■ Directions ■
Search the data for the word "rows" and copy each line that has it.

■ Supplied material ■

╭──

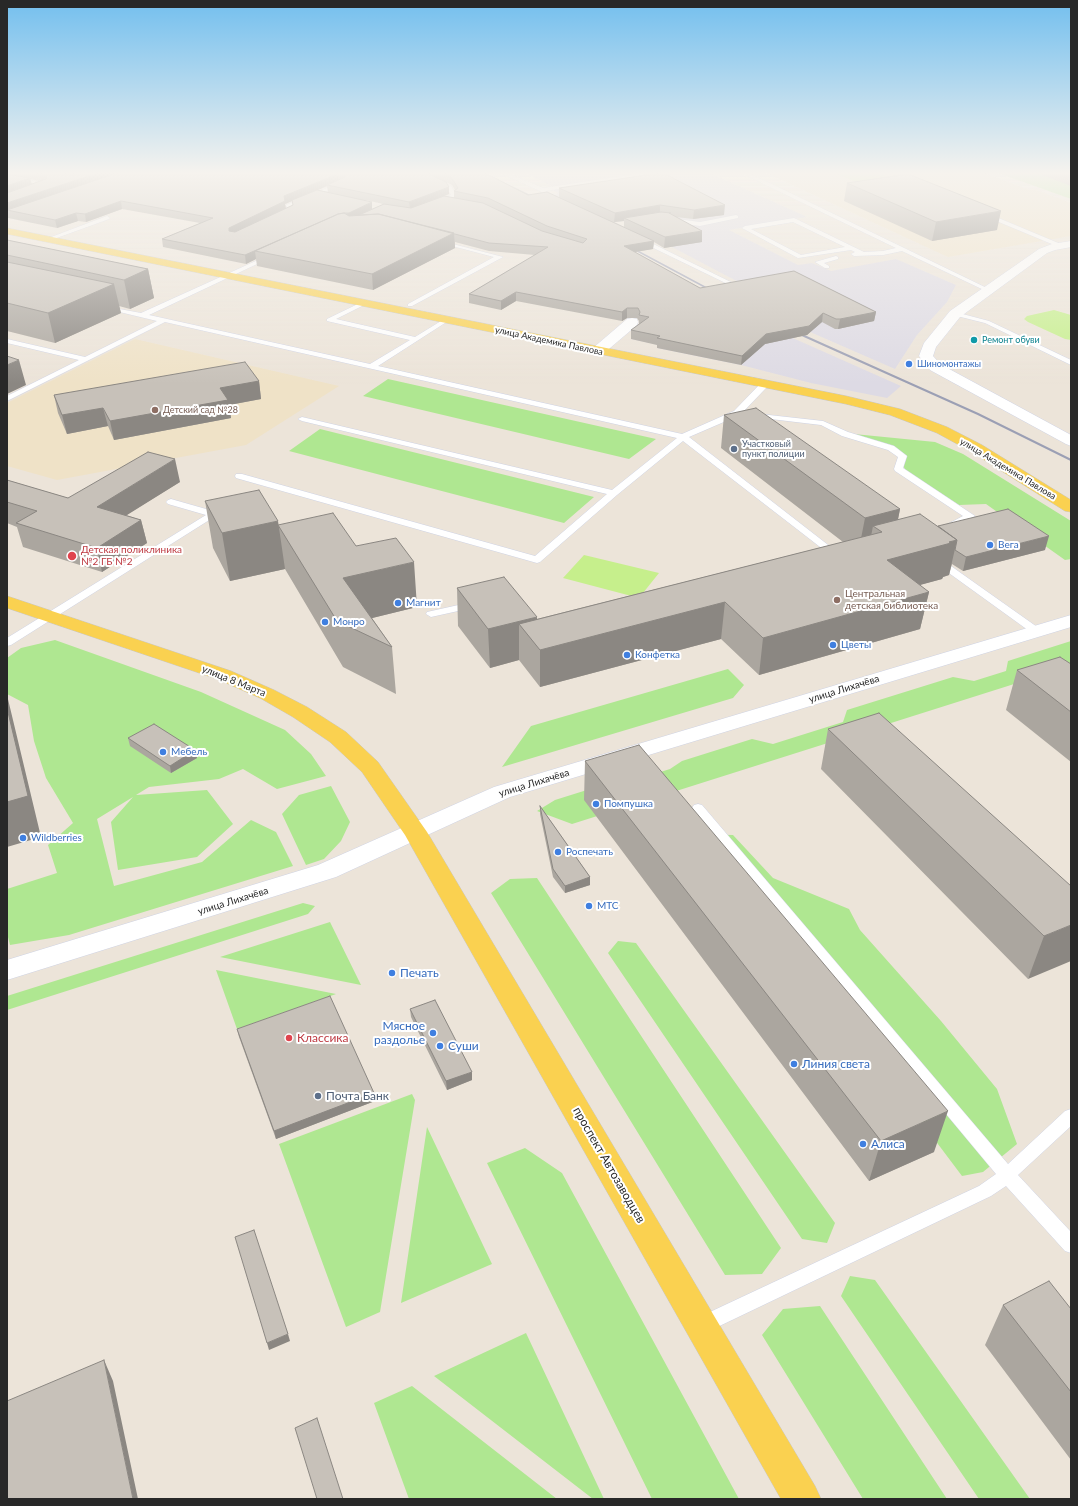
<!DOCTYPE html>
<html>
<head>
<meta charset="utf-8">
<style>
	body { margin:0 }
	#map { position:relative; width:1078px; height:1506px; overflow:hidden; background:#ece4d9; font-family:Lato,sans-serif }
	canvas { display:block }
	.frame { position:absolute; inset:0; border:8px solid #282828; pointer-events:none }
</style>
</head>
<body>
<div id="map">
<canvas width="1078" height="1506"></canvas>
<div class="frame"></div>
</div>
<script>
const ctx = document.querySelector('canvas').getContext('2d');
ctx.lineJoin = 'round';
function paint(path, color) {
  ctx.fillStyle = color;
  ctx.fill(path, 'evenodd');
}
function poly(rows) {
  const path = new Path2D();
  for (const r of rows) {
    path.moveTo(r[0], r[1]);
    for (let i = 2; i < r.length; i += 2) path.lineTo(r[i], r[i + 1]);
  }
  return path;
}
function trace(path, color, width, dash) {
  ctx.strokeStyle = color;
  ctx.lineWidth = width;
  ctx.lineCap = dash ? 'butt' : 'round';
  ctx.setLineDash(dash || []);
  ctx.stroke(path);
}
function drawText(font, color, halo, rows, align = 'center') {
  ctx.font = font + ' Lato,sans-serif';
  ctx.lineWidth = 4;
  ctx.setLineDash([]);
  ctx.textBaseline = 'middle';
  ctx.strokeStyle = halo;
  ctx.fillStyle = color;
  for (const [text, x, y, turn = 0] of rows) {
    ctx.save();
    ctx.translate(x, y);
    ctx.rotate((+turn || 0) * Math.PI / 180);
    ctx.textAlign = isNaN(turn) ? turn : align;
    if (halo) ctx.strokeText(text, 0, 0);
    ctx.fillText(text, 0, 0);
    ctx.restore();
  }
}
const industrial = poly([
	[525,173,710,173,807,217,729,230,798,265,812,263,831,271,896,259,956,285,947,302,917,335,895,369,723,294,746,286,596,207,583,209,554,196,558,193,553,190,558,189],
	[759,323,901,386,887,398,811,383,741,365,657,348,659,345,631,339,646,328]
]);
const education = poly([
	[766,173,984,173,1030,190,1034,189,1071,203,1071,236,948,257],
	[135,339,339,386,246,445,57,480,7,466,7,403]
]);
const green = poly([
	[998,173,1071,173,1071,199],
	[388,379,656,439,629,459,363,396],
	[320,429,594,497,564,523,289,451],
	[854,434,935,442,963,454,1071,521,1071,559,1065,560,986,504,959,505,905,470,898,449],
	[55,640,201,692,285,730,311,754,326,776,277,789,243,769,219,779,149,787,136,795,207,790,233,824,197,857,118,870,111,822,133,797,97,819,114,886,202,862,251,820,276,832,293,866,69,935,10,945,7,933,7,889,57,873,48,845,73,823,46,778,34,741,28,705,7,694,7,658,21,648],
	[1071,641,1071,666,572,824,537,811,555,800,606,784,635,780,670,769,682,761,752,739,773,744,843,722,847,710,953,677,974,681,1006,671,1008,661],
	[728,669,744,685,733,698,502,767,531,726],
	[331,786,350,822,341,841,324,859,306,865,282,814,299,795],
	[691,834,733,835,773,878,849,909,860,930,941,1021,997,1089,1017,1144,983,1172,962,1176,874,1059],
	[537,878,781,1248,762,1274,725,1275,491,893,510,879],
	[303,903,315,906,308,914,7,1010,7,996],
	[330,922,361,985,220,957],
	[618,941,636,943,835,1223,827,1243,802,1239,608,953],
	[216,970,336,994,237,1029],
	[412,1094,415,1100,380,1312,346,1327,279,1144],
	[427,1127,492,1264,401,1303],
	[525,1148,562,1173,739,1499,652,1499,487,1163],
	[850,1276,875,1280,1030,1499,979,1499,841,1296],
	[820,1306,947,1499,863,1499,762,1335,783,1309],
	[526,1333,604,1499,593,1499,434,1376],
	[412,1386,557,1499,409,1499,374,1403]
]);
const pitch = poly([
	[835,173,879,173,893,179,861,184],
	[1054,310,1071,315,1071,340,1065,339,1028,322,1024,319,1027,316],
	[584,555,659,573,639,598,563,578]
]);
const lane = poly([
	[404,173,416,173,429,176,451,186,457,196,439,203,435,203,435,201,451,195,447,188,425,178,404,173],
	[500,173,508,173,543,188,642,173,645,175,546,191,551,196,559,200,559,202,557,203,547,198,540,191,500,173],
	[741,173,749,173,991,290,986,291,902,251,883,255,854,256,851,254,855,252,851,250,798,258,742,228,745,226,794,218,864,252,883,251,896,248,741,173],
	[793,222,845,247,801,255,751,229,793,222],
	[7,176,44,183,47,185,7,200,7,196,38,185,7,180,7,176],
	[341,182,344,184,343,185,291,207,293,212,283,217,278,216,288,210,286,205,341,182],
	[984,212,1063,245,1064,246,1059,247,982,215,982,213,984,212],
	[736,215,738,216,738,218,700,226,669,222,666,220,669,218,700,222,736,215],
	[107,216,110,218,109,219,51,240,46,239,107,216],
	[637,238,641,238,743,288,738,289,637,240,637,238],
	[437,240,503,257,412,306,408,306,408,304,494,257,437,242,437,240],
	[269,255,274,256,149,315,370,364,410,340,327,321,327,319,364,301,366,302,366,304,336,319,415,337,446,318,448,319,448,321,378,366,682,434,734,411,761,383,767,383,767,387,740,415,689,437,832,548,830,550,824,550,683,441,617,495,540,562,537,563,236,478,235,476,236,474,242,474,535,556,607,494,302,421,298,419,302,417,612,490,677,438,165,322,7,401,7,396,79,360,7,343,7,339,85,357,157,321,103,308,103,306,141,313,269,255],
	[836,256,838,257,838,259,824,263,829,266,829,268,825,268,815,262,836,256],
	[955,312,989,321,1071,360,1071,365,985,323,953,315,952,314,955,312],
	[751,413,823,421,848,432,894,446,907,456,903,468,975,516,950,530,944,530,942,528,944,526,963,516,895,471,894,469,898,457,888,450,842,436,821,425,754,417,750,415,751,413],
	[171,499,220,513,222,515,220,517,214,517,11,645,7,646,7,638,206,515,168,504,166,502,168,500,171,499],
	[938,558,941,559,1040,629,1041,631,1040,633,1032,633,935,563,933,561,938,558],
	[472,602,477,605,476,607,431,617,426,614,427,612,472,602],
	[698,804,702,805,1008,1164,1065,1111,1071,1109,1071,1126,1018,1175,1071,1232,1071,1253,1065,1251,1006,1186,991,1196,709,1331,702,1334,695,1331,693,1325,695,1319,979,1186,996,1174,694,811,692,808,694,805,698,804]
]);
const street = poly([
	[1071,241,1071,247,1055,250,1047,253,960,317,936,347,933,356,940,364,1071,435,1071,446,1066,444,930,370,919,356,924,343,950,311,1039,249,1052,244,1071,241],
	[632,318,637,319,638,322,637,325,603,354,593,354,591,351,593,348,627,319,632,318]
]);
const secondary = poly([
	[1071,615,1071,627,510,797,336,877,7,980,7,960,318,865,494,787,1071,615]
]);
const primary = poly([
	[7,228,846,396,900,409,947,427,982,445,1071,500,1071,512,1065,511,970,451,937,433,890,415,846,404,7,234,7,228],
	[7,596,231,671,274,690,307,707,346,732,378,762,427,832,815,1486,821,1499,781,1499,405,835,362,772,330,742,293,717,260,698,217,679,7,608,7,596]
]);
const railFar1 = poly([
	[483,173,537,199],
	[630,247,716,293]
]);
const rail = poly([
	[793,331,978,414,1071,460]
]);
const wall = poly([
	[7,173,485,173,528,195,559,197,559,188,724,215,693,219,676,217,702,242,664,248,654,242,653,249,635,252,700,288,876,312,874,321,838,329,835,329,822,322,807,335,765,344,741,365,657,348,657,345,631,339,631,330,639,325,639,321,637,318,627,318,622,321,516,301,501,310,469,303,469,294,535,255,489,251,455,242,455,248,373,290,257,266,256,259,246,264,163,247,162,239,200,223,122,209,86,222,78,221,57,228,8,218,7,213],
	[30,179,34,180,40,181,32,184],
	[446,182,452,185,455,190,454,191,454,198,445,196,449,194,449,187],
	[327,186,328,192,318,190],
	[366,200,383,204,372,209],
	[292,201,293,205,286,209,285,204],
	[624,221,624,227,614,222],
	[1042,173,1071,173,1071,186,1042,175],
	[847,183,997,230,932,241,844,201],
	[7,240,148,269,154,298,130,309,119,306,121,313,55,343,7,331],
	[259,381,261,399,229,405,231,418,114,440,108,426,67,434,58,413,54,395],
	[724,415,900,509,898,519,938,526,1045,550,963,571,952,564,949,575,943,577,942,579,919,585,929,592,920,629,759,675,721,639,540,687,519,660,490,668,458,626,457,588,537,619,843,542,721,448],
	[7,480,68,498,180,482,126,515,141,520,147,543,102,572,23,547,17,527,7,523],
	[205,501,278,525,356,546,417,607,372,618,392,647,396,694,343,667,285,569,230,581,213,548],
	[1071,664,1071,762,1006,710,1017,670],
	[828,729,1071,886,1028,979,821,769],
	[128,738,195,750,197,758,171,773,130,746],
	[585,761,934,1152,869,1181,584,800],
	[540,806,590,877,590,885,565,893,553,877,540,814],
	[410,1009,472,1080,447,1090,411,1017],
	[237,1029,374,1093,375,1101,276,1139,239,1037],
	[1003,1305,1071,1309,1071,1460,985,1345]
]);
const shadedWall = poly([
	[98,173,123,173,7,210,7,203],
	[338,174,338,182,327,185,327,186,285,204,286,209,230,237,229,231,229,228,284,196],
	[30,178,32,186,7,194,7,186],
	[449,187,449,194,410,209,409,202],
	[121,201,122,209,86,222,85,214],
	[372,202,372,210,362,215,379,214,379,222,360,223,360,216,350,221,334,224,269,253,255,251,256,259,246,264,245,255,334,216,349,213],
	[660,205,660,215,624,218,624,221,614,222,615,213],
	[725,205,724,215,693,219,694,210],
	[1001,211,997,230,932,241,936,222],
	[76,213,78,221,57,228,55,220],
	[702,231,702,242,664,248,665,237],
	[454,233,455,248,373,290,372,274],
	[654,241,653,249,623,254,624,246],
	[148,269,154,298,130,309,124,280],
	[114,284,121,313,55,343,48,313],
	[516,292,516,301,501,310,501,301],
	[627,308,627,318,622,321,622,312],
	[876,312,874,321,838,329,840,319],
	[823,313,822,322,807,335,765,344,741,365,742,356,766,334],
	[19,360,26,385,7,394,7,365],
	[259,381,261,399,229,405,231,418,114,440,110,421,220,388],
	[103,408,108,426,67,434,62,415],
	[175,459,180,482,103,530,97,507],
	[900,509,893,545,882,532,873,526,868,552,858,554,865,518],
	[141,520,147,543,102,572,97,548],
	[278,521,285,569,230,581,222,533],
	[1049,536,1045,550,963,571,966,557],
	[957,540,949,575,943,577,942,579,880,596,887,560],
	[414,562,417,607,348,624,343,578],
	[929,592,920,629,759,675,763,638],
	[725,602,721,639,540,687,540,650],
	[537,617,537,646,519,624,519,660,490,668,488,629],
	[7,695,41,837,7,847],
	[195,750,197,758,171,773,170,766],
	[590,877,590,885,565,893,565,886],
	[1071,925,1071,961,1028,979,1044,936],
	[472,1072,472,1080,447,1090,446,1081],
	[374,1093,375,1101,276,1139,274,1131],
	[948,1111,934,1152,869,1181,881,1141],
	[288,1334,290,1341,269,1350,267,1343],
	[104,1360,113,1381,138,1499,133,1499]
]);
const building = poly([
	[37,173,64,173,72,175,75,173,98,173,7,203,7,193,46,179,47,177,43,174,37,173],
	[117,173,427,173,446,182,449,187,409,202,327,185,345,177,344,175,338,174,284,196,285,201,229,228,229,231,235,232,293,205,292,200,317,190,372,202,349,213,344,213,338,214,334,216,245,255,162,239,213,218,121,201,85,214,76,213,55,220,7,210,117,173],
	[443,173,485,173,528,195,547,192,654,241,624,246,700,288,794,271,876,312,840,319,836,319,823,313,809,326,766,334,742,356,657,338,660,336,631,330,649,317,639,315,640,312,638,308,627,308,622,312,516,292,501,301,469,294,548,247,489,243,379,214,359,215,384,204,411,208,444,196,483,203,542,231,583,243,587,239,547,226,488,198,454,191,458,188,451,177,443,173],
	[660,173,663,173,725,205,694,210,660,205,615,213,559,188,660,173],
	[7,174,30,178,7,186,7,174],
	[908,174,1001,211,936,222,847,183,908,174],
	[661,212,671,213,669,213,702,231,665,237,624,218,661,212],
	[344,213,349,216,378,214,454,233,372,274,255,251,338,214,344,213],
	[7,240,148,269,124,280,7,255,7,240],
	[7,262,114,284,48,313,7,303,7,262],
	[7,356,19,360,7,365,7,356],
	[245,362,259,381,220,388,228,400,110,421,103,408,62,415,54,395,245,362],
	[756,408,900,509,865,518,724,415,756,408],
	[148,452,175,459,97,507,141,520,97,548,16,523,37,511,7,502,7,480,68,498,148,452],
	[259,490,278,521,222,533,205,501,259,490],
	[1008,509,1049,536,966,557,955,550,957,540,938,526,1008,509],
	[333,513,356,546,396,538,414,562,343,578,392,647,337,621,278,525,333,513],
	[920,514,957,540,949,542,951,543,887,560,929,592,763,638,725,602,540,650,519,624,882,532,873,526,920,514],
	[504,577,537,617,488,629,457,588,504,577],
	[1060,657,1071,664,1071,712,1017,670,1060,657],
	[7,708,28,796,7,802,7,708],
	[879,713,1071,886,1071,925,1044,936,828,729,879,713],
	[154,724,195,750,170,766,128,738,154,724],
	[639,745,948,1111,881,1141,585,761,639,745],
	[540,806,590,877,565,886,553,869,540,806],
	[330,996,374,1093,274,1131,237,1029,330,996],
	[435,1000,472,1072,446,1081,410,1009,435,1000],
	[254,1230,288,1334,267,1343,235,1237,254,1230],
	[1049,1281,1071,1309,1071,1392,1003,1305,1049,1281],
	[104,1360,133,1499,7,1499,7,1401,104,1360],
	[317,1418,343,1499,317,1499,295,1428,317,1418]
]);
const markers = [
	[974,340,4,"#0f9aa8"],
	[909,364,4,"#3f7fe0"],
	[155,410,4,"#8d6e63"],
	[734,449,4,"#5c6f8a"],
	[990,545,4,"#3f7fe0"],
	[72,556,5,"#e0444e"],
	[837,600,4,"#8d6e63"],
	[398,603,4,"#3f7fe0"],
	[325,622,4,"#3f7fe0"],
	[833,645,4,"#3f7fe0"],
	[627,655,4,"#3f7fe0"],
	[163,752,4,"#3f7fe0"],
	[596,804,4,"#3f7fe0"],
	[23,838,4,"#3f7fe0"],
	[558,852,4,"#3f7fe0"],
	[589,906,4,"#3f7fe0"],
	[392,973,4,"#3f7fe0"],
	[433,1033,4,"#3f7fe0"],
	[289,1038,4,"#e0444e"],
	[440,1046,4,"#3f7fe0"],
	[794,1064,4,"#3f7fe0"],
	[318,1096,4,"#5c6f8a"],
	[863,1144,4,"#3f7fe0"]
];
const farCulturenames = [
	["Ремонт обуви",982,340]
];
const farStreetnames = [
	["улица Академика Павлова",549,341,12],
	["улица Академика Павлова",1008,469,31]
];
const farShopnames = [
	["Шиномонтажы",917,364]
];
const farEducationnames = [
	["Детский сад №28",163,410]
];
const farServicenames = [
	["Участковый",742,444],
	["пункт полиции",742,454]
];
const shopNames = [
	["Вега",998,545],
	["Магнит",406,603],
	["Монро",333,622],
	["Цветы",841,645],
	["Конфетка",635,655],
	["Мебель",171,752],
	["Помпушка",604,804],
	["Wildberries",31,838],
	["Роспечать",566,852],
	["МТС",597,906]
];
const healthNames = [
	["Детская поликлиника",81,550],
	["№2 ГБ №2",81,562]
];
const educationNames = [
	["Центральная",845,594],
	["детская библиотека",845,606]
];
const streetNames = [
	["улица 8 Марта",234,681,22],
	["улица Лихачёва",844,689,-17],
	["улица Лихачёва",534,783,-17],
	["улица Лихачёва",233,901,-17]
];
const nearShopnames = [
	["Печать",400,973],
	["Мясное",425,1026,"right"],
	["раздолье",425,1040,"right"],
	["Суши",448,1046],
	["Линия света",802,1064],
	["Алиса",871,1144]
];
const nearHealthnames = [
	["Классика",297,1038]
];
const nearServicenames = [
	["Почта Банк",326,1096]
];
const nearStreetnames = [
	["проспект Автозаводцев",609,1165,60]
];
paint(industrial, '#dddae4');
paint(education, '#efe2c7');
paint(green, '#afe791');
paint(pitch, '#c6ef8c');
trace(lane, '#ced2e3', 1);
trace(street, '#ced2e3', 1);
trace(secondary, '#ced2e3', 1);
trace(primary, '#c7c7c7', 1);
paint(lane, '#fff');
paint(street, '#fff');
paint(secondary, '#fff');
paint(primary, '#fad150');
trace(railFar1, '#9b9fb4', 1.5);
trace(rail, '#9b9fb4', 2);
paint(wall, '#aba69f');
paint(shadedWall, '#8b8782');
paint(building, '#c7c1b9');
trace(building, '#8b8782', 1);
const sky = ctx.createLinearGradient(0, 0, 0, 384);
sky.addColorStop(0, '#73bfee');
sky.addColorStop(0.45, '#f6f3ee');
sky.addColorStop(1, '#f6f3ee00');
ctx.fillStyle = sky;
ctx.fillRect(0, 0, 1078, 384);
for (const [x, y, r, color] of markers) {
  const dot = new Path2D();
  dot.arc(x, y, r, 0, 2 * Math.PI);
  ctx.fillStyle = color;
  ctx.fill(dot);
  trace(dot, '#fff', 1.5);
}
drawText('9px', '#0d838f', '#fff', farCulturenames, 'left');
drawText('9px', '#282828', '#fff', farStreetnames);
drawText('9px', '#366cbe', '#fff', farShopnames, 'left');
drawText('9px', '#785e54', '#fff', farEducationnames, 'left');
drawText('9px', '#4e5e75', '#fff', farServicenames, 'left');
drawText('10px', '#366cbe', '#fff', shopNames, 'left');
drawText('10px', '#be3a42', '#fff', healthNames, 'left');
drawText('10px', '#785e54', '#fff', educationNames, 'left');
drawText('10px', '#282828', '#fff', streetNames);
drawText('12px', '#366cbe', '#fff', nearShopnames, 'left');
drawText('12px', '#be3a42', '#fff', nearHealthnames, 'left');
drawText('12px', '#4e5e75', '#fff', nearServicenames, 'left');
drawText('12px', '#282828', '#fff', nearStreetnames);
</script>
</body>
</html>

╰──

■ Answer to the exercise ■
function poly(rows) {
  for (const r of rows) {
function drawText(font, color, halo, rows, align = 'center') {
  for (const [text, x, y, turn = 0] of rows) {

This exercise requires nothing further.